Answer to Question 1
ANS: D
Hans Selye used the term eustress to describe a short-term mild level of stress. It acts as a positive stress response with protective and adaptive functions and is perceived as being within the person's ability to manage. Current research suggests that men and women respond to stress differently. The nurse should pay attention to cultural values. What is a small stressor in one culture can be huge in another, and normal coping strategies can be quite different. Stress results from positive as well as negative forces, for example, a job promotion, impending wedding, or birth of a child.
Answer to Question 2
ANS: B
Hans Selye's General Adaptation Syndrome describes responses to longer-term stress exposure. Selye described a three-stage progressive pattern of nonspecific physiologic responses, which he branded as alarm, resistance, and exhaustion. Walter Cannon was the first to describe a scientific physiological basis for an acute stress response. Cannon believed that when people feel physically well, emotionally centered, and personally secure, they are in a state of dynamic equilibrium or homeostasis. Stress disturbs homeostasis.
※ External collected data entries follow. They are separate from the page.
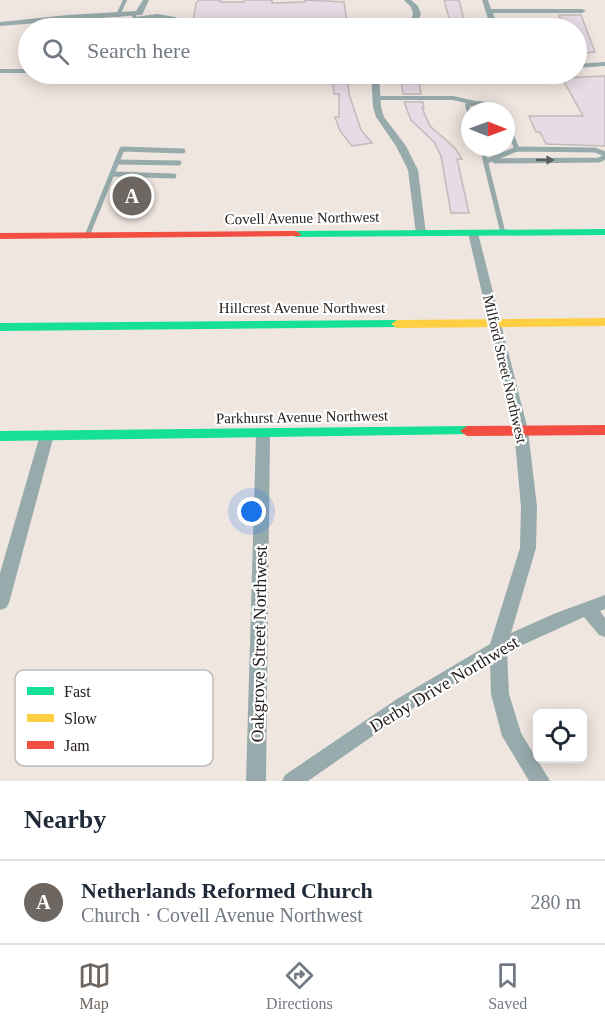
<!DOCTYPE html>
<meta charset="utf-8">
<style>
body{margin:0;font-family:Georgia,serif;background:#f2f2f3;color:#1f2937}
.controls{position:absolute;right:18px;bottom:18px;display:grid;overflow:hidden;border-radius:9px;box-shadow:0 3px 15px #0003}
.controls button{width:54px;height:54px;display:grid;place-items:center;padding:0;border:0;border-bottom:2px solid #e0e1e3;background:#fff;color:#1f2937;font:30px sans-serif}
.compass{position:absolute;left:461px;top:102px;width:54px;height:54px;border-radius:50%;background:#fff;box-shadow:0 3px 15px #0003;rotate:91deg}
.you{position:absolute;left:252px;top:512px;width:21px;height:21px;margin:-15px;border:4px solid #fff;border-radius:50%;background:#1a73e8;box-shadow:0 0 0 9px #1a73e833}
.badge{display:grid;place-items:center;width:39px;height:39px;border-radius:50%;background:#6d6661;color:#fff;font-size:20px;font-weight:700}
.pin{position:absolute;translate:-50% -50%;border:3px solid #fff;box-shadow:0 2px 6px #0006}
.list{margin:0;padding:0;list-style:none}
h2{display:flex;justify-content:space-between;align-items:center;height:78px;margin:0;padding:0 24px;font-size:26px}
h2 small{font-size:20px;font-weight:400;color:#747a83}
.list li{display:grid;grid-template-columns:39px 1fr auto;gap:18px;align-items:center;box-sizing:border-box;height:84px;padding:0 24px;border-top:2px solid #e0e1e3}
.list b{display:block;font-size:22px;white-space:nowrap}
.list p{margin:0;font-size:20px;white-space:nowrap;color:#747a83}
.list em{font-size:20px;font-style:normal;color:#747a83}
.icon{flex:none;width:33px;height:33px;fill:none;stroke:currentColor;stroke-width:2;stroke-linecap:round;stroke-linejoin:round}
.map{position:relative;flex:none;width:605px;height:781px;overflow:hidden}
.search{position:absolute;background:#fff;box-shadow:0 3px 15px #0003;left:18px;right:18px;top:18px;height:66px;display:flex;align-items:center;gap:15px;box-sizing:border-box;padding:0 21px;border-radius:33px;color:#747a83;font-size:22px}
.sheet{height:162px;background:#fff}
nav{display:flex;justify-content:space-around;align-items:center;box-sizing:border-box;height:84px;border-top:2px solid #e0e1e3;background:#fff;font-size:16px;color:#747a83}
nav a{display:grid;justify-items:center;gap:3px}
nav .on{color:#6d6661}
.map>svg:first-child{display:block}
</style>
<div class="map">
<svg width="605" height="781" viewBox="0 0 605 781">
<rect width="100%" height="100%" fill="#f0e6e0"/>
<!-- building -->
<g fill="#e7dbe5" stroke="#c1bbbb" stroke-width="1.5">
<polygon points="199,0 221,0 220,2 244,2 244,0 272,0 272,3 305,2 305,0 344,2 348,28 294,28 278,23 278,28 192,28 196,3"/>
<polygon points="444,0 459,0 466,28 452,28"/>
<polygon points="559,15 581,15 595,52 576,54 576,28 563,26"/>
<polygon points="339,74 341,74 344,81 348,81 349,94 361,130 372,143 352,146 340,131 335,117 339,117 339,94 334,94 333,81 339,81"/>
<polygon points="400,74 414,74 415,82 419,82 421,94 403,94"/>
<polygon points="605,76 605,146 546,144 540,132 536,132 529,116 583,116 562,78"/>
<polygon points="404,102 423,102 424,108 422,108 430,126 455,148 462,159 457,159 469,213 451,213 441,156 434,142 411,120"/>
<polygon points="124,184 149,184 142,208 137,208 136,210 119,210 120,207 115,207"/>
</g>
<g fill="none" stroke-linecap="round" stroke-linejoin="round">
<!-- lane-far1 -->
<g stroke="#97aaac" stroke-width="4">
<polyline points="133,14 136,19"/>
<polyline points="118,15 125,0"/>
<polygon points="157,16 175,19 174,23 157,27 139,25 136,19"/>
<polyline points="377,98 453,98 475,103"/>
<polyline points="470,116 467,105 478,103 495,105 501,111"/>
<polyline points="506,123 507,126"/>
</g>
<!-- lane -->
<g stroke="#97aaac" stroke-width="5">
<polyline points="507,125 517,149"/>
<polyline points="482,147 503,233"/>
<polyline points="487,161 517,149 595,150 605,154"/>
<polyline points="495,161 599,160 605,157"/>
<polyline points="117,162 179,163"/>
<polyline points="112,174 174,176"/>
<polyline points="87,236 122,149 183,151"/>
</g>
<!-- street -->
<g fill="#97aaac" fill-rule="evenodd">
<polygon points="143,0 149,0 142,15 139,15 0,26 0,22 68,15 136,11"/>
<polygon points="404,0 411,0 418,6 421,14 417,23 401,28 392,28 411,20 413,14 411,7"/>
<polygon points="482,0 488,0 491,9 582,9 586,11 582,13 493,13 498,28 491,28"/>
<polygon points="605,62 605,66 576,68 576,64"/>
<rect x="0" y="69" width="28" height="4"/>
<polygon points="121,74 256,74 252,76 125,76"/>
<polygon points="371,74 379,74 381,107 384,117 406,146 418,170 426,234 425,236 417,236 416,234 408,170 396,146 376,117 373,107"/>
<polygon points="473,230 478,233 528,430 537,507 536,548 511,633 556,613 605,595 605,609 600,611 605,618 605,637 599,635 584,617 507,652 509,694 521,733 550,781 529,781 502,736 491,694 490,662 410,710 308,781 282,781 285,775 397,699 490,644 520,548 521,507 514,430 468,233"/>
<polygon points="47,430 54,435 9,603 6,608 0,610 0,573 40,435"/>
<polygon points="263,430 270,435 266,781 246,781 256,435"/>
</g>
<!-- fast -->
<g fill="#16e098" fill-rule="evenodd">
<polygon points="605,229 605,235 296,237 291,234 296,231"/>
<polygon points="397,320 403,324 401,327 0,331 0,323"/>
<polygon points="467,426 472,428 474,431 472,434 0,441 0,431"/>
</g>
<!-- slow -->
<polygon fill="#ffcf43" fill-rule="evenodd" points="605,318 605,326 397,328 391,324 397,320"/>
<!-- jam -->
<g fill="#f24e42" fill-rule="evenodd">
<polygon points="296,231 301,234 300,236 0,239 0,233"/>
<polygon points="605,425 605,435 467,436 460,431 467,426"/>
</g>
</g>
<!-- one-way arrows -->
<defs><path id="oneway-solid" d="M-6-.8H1V-3.2L6.5 0L1 3.2V.8H-6Z" transform="scale(1.5)"/></defs>
<use fill="#595f5d" href="#oneway-solid" transform="translate(545 160)"/>
<g text-anchor="middle" dominant-baseline="central" stroke-width="4.5" stroke-linejoin="round" paint-order="stroke">
<!-- street labels -->
<g font-size="15" fill="#27211d" stroke="#fff">
<text transform="translate(302 218) rotate(-1)">Covell Avenue Northwest</text>
<text x="302" y="308">Hillcrest Avenue Northwest</text>
<text transform="translate(505 369) rotate(77)">Milford Street Northwest</text>
<text transform="translate(302 417) rotate(-1)">Parkhurst Avenue Northwest</text>
</g>
<!-- near-street labels -->
<g font-size="18" fill="#27211d" stroke="#fff">
<text transform="translate(259 644) rotate(-89)">Oakgrove Street Northwest</text>
<text transform="translate(444 684) rotate(-31)">Derby Drive Northwest</text>
</g>
</g>
<!-- legend -->
<rect x="15" y="670" width="198" height="96" rx="9" fill="#fff" stroke="#bebcbb" stroke-width="1.5"/>
<rect x="27" y="687" width="27" height="8" fill="#16e098"/>
<rect x="27" y="714" width="27" height="8" fill="#ffcf43"/>
<rect x="27" y="741" width="27" height="8" fill="#f24e42"/>
<g font-size="16" fill="#27211d">
<text x="64" y="697">Fast</text>
<text x="64" y="724">Slow</text>
<text x="64" y="751">Jam</text>
</g>
</svg>
<div class="controls">
<button><svg class="icon" aria-label="locate" viewBox="0 0 24 24"><circle cx="12" cy="12" r="6"/><path d="M12 2v4M12 18v4M2 12h4M18 12h4"/></svg></button>
</div>
<svg class="compass" viewBox="-18 -18 36 36"><path d="M0-13l5 13h-10z" fill="#e53935"/><path d="M0 13l5-13h-10z" fill="#747a83"/></svg>
<div class="you"></div>
<div class="pin badge" style="left:132px;top:196px">A</div>
<div class="search"><svg class="icon" aria-label="search" viewBox="0 0 24 24"><circle cx="10" cy="10" r="6"/><path d="M15 15l6 6"/></svg>Search here</div>
</div>
<section class="sheet">
<h2>Nearby<small></small></h2>
<ul class="list">
<li><span class="badge">A</span><div><b>Netherlands Reformed Church</b><p>Church · Covell Avenue Northwest</p></div><em>280 m</em></li>
</ul>
</section>
<nav>
<a class="on"><svg class="icon" aria-label="map" viewBox="0 0 24 24"><path d="M3 6l6-2 6 2 6-2v14l-6 2-6-2-6 2zM9 4v14M15 6v14"/></svg>Map</a>
<a><svg class="icon" aria-label="directions" viewBox="0 0 24 24"><path d="M12 3l9 9-9 9-9-9zM9 14v-3h6M13 9l2 2-2 2"/></svg>Directions</a>
<a><svg class="icon" aria-label="saved" viewBox="0 0 24 24"><path d="M7 4h10v16l-5-4-5 4z"/></svg>Saved</a>
</nav>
Thomas Holmes and Richard Rahe developed a stress model that considered stressful life events such as marriage, divorce, death, and losing a job as stimuli that threaten or disrupt homeostasis. Lazarus and Folkman's transactional model of stress is one of the most widely used to explain stress responses. It is based on the premise of a dynamic relationship between a situation or circumstance in the environment (stressor) and the individual experiencing the stressor that accounts for its impact on a person.